=== WHAT YOU HAVE TO DO ===
Return the following entries exactly, word for word.
[[ DATA PROVIDED, beginning ]]
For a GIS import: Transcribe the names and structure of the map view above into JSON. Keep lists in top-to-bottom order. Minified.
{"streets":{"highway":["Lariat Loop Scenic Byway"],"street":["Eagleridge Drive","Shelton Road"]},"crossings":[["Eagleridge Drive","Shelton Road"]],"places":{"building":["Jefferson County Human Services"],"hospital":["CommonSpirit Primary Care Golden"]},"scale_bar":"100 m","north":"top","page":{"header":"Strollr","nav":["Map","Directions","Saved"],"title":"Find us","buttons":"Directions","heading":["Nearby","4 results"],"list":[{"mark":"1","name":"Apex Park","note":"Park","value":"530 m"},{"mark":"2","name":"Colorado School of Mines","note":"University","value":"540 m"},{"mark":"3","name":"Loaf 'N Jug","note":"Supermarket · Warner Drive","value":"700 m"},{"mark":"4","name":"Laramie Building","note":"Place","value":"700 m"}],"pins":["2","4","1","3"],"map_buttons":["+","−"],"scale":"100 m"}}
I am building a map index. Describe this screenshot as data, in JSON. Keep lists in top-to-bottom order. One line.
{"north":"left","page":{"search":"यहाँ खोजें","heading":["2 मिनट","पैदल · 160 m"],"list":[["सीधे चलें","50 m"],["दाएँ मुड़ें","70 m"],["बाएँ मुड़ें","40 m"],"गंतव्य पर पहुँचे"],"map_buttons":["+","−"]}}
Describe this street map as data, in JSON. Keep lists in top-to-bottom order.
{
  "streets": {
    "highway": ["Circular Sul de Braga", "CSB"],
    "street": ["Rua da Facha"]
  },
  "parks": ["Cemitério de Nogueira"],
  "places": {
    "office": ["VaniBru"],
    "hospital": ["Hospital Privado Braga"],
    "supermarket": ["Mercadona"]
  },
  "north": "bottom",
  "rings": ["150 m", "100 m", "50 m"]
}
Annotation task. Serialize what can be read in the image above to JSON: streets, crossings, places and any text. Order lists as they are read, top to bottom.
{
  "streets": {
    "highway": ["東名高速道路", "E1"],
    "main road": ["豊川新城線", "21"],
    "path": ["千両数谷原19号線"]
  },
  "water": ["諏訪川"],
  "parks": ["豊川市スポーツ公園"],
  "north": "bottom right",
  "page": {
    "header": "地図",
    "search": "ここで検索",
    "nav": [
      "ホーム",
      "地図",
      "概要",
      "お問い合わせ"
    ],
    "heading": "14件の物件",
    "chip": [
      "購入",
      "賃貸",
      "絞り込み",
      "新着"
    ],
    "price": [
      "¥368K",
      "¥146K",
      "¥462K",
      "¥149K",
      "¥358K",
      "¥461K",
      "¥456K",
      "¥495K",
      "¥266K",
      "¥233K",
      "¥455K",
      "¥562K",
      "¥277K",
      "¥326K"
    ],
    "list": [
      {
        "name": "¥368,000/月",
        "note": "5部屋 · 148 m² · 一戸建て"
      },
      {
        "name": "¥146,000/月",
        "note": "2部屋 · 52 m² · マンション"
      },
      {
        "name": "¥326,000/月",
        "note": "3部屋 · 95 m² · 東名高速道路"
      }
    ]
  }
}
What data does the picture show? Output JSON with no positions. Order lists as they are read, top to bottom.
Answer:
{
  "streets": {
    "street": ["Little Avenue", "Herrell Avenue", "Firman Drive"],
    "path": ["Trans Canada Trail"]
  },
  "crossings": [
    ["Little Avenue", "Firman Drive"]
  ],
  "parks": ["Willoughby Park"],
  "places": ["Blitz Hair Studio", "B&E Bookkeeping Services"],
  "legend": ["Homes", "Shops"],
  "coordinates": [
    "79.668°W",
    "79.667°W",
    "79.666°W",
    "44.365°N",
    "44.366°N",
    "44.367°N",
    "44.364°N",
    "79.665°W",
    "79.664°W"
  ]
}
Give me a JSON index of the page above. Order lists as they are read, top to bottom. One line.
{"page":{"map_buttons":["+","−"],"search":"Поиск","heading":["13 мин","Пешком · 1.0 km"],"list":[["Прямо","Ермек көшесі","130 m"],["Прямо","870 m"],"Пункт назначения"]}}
[[ DATA PROVIDED, end ]]
=== TASK SOLUTION ===
For a GIS import: Transcribe the names and structure of the map view above into JSON. Keep lists in top-to-bottom order. Minified.
{"streets":{"highway":["Lariat Loop Scenic Byway"],"street":["Eagleridge Drive","Shelton Road"]},"crossings":[["Eagleridge Drive","Shelton Road"]],"places":{"building":["Jefferson County Human Services"],"hospital":["CommonSpirit Primary Care Golden"]},"scale_bar":"100 m","north":"top","page":{"header":"Strollr","nav":["Map","Directions","Saved"],"title":"Find us","buttons":"Directions","heading":["Nearby","4 results"],"list":[{"mark":"1","name":"Apex Park","note":"Park","value":"530 m"},{"mark":"2","name":"Colorado School of Mines","note":"University","value":"540 m"},{"mark":"3","name":"Loaf 'N Jug","note":"Supermarket · Warner Drive","value":"700 m"},{"mark":"4","name":"Laramie Building","note":"Place","value":"700 m"}],"pins":["2","4","1","3"],"map_buttons":["+","−"],"scale":"100 m"}}
I am building a map index. Describe this screenshot as data, in JSON. Keep lists in top-to-bottom order. One line.
{"north":"left","page":{"search":"यहाँ खोजें","heading":["2 मिनट","पैदल · 160 m"],"list":[["सीधे चलें","50 m"],["दाएँ मुड़ें","70 m"],["बाएँ मुड़ें","40 m"],"गंतव्य पर पहुँचे"],"map_buttons":["+","−"]}}
Describe this street map as data, in JSON. Keep lists in top-to-bottom order.
{
  "streets": {
    "highway": ["Circular Sul de Braga", "CSB"],
    "street": ["Rua da Facha"]
  },
  "parks": ["Cemitério de Nogueira"],
  "places": {
    "office": ["VaniBru"],
    "hospital": ["Hospital Privado Braga"],
    "supermarket": ["Mercadona"]
  },
  "north": "bottom",
  "rings": ["150 m", "100 m", "50 m"]
}
Annotation task. Serialize what can be read in the image above to JSON: streets, crossings, places and any text. Order lists as they are read, top to bottom.
{
  "streets": {
    "highway": ["東名高速道路", "E1"],
    "main road": ["豊川新城線", "21"],
    "path": ["千両数谷原19号線"]
  },
  "water": ["諏訪川"],
  "parks": ["豊川市スポーツ公園"],
  "north": "bottom right",
  "page": {
    "header": "地図",
    "search": "ここで検索",
    "nav": [
      "ホーム",
      "地図",
      "概要",
      "お問い合わせ"
    ],
    "heading": "14件の物件",
    "chip": [
      "購入",
      "賃貸",
      "絞り込み",
      "新着"
    ],
    "price": [
      "¥368K",
      "¥146K",
      "¥462K",
      "¥149K",
      "¥358K",
      "¥461K",
      "¥456K",
      "¥495K",
      "¥266K",
      "¥233K",
      "¥455K",
      "¥562K",
      "¥277K",
      "¥326K"
    ],
    "list": [
      {
        "name": "¥368,000/月",
        "note": "5部屋 · 148 m² · 一戸建て"
      },
      {
        "name": "¥146,000/月",
        "note": "2部屋 · 52 m² · マンション"
      },
      {
        "name": "¥326,000/月",
        "note": "3部屋 · 95 m² · 東名高速道路"
      }
    ]
  }
}
What data does the picture show? Output JSON with no positions. Order lists as they are read, top to bottom.
Answer:
{
  "streets": {
    "street": ["Little Avenue", "Herrell Avenue", "Firman Drive"],
    "path": ["Trans Canada Trail"]
  },
  "crossings": [
    ["Little Avenue", "Firman Drive"]
  ],
  "parks": ["Willoughby Park"],
  "places": ["Blitz Hair Studio", "B&E Bookkeeping Services"],
  "legend": ["Homes", "Shops"],
  "coordinates": [
    "79.668°W",
    "79.667°W",
    "79.666°W",
    "44.365°N",
    "44.366°N",
    "44.367°N",
    "44.364°N",
    "79.665°W",
    "79.664°W"
  ]
}
Give me a JSON index of the page above. Order lists as they are read, top to bottom. One line.
{"page":{"map_buttons":["+","−"],"search":"Поиск","heading":["13 мин","Пешком · 1.0 km"],"list":[["Прямо","Ермек көшесі","130 m"],["Прямо","870 m"],"Пункт назначения"]}}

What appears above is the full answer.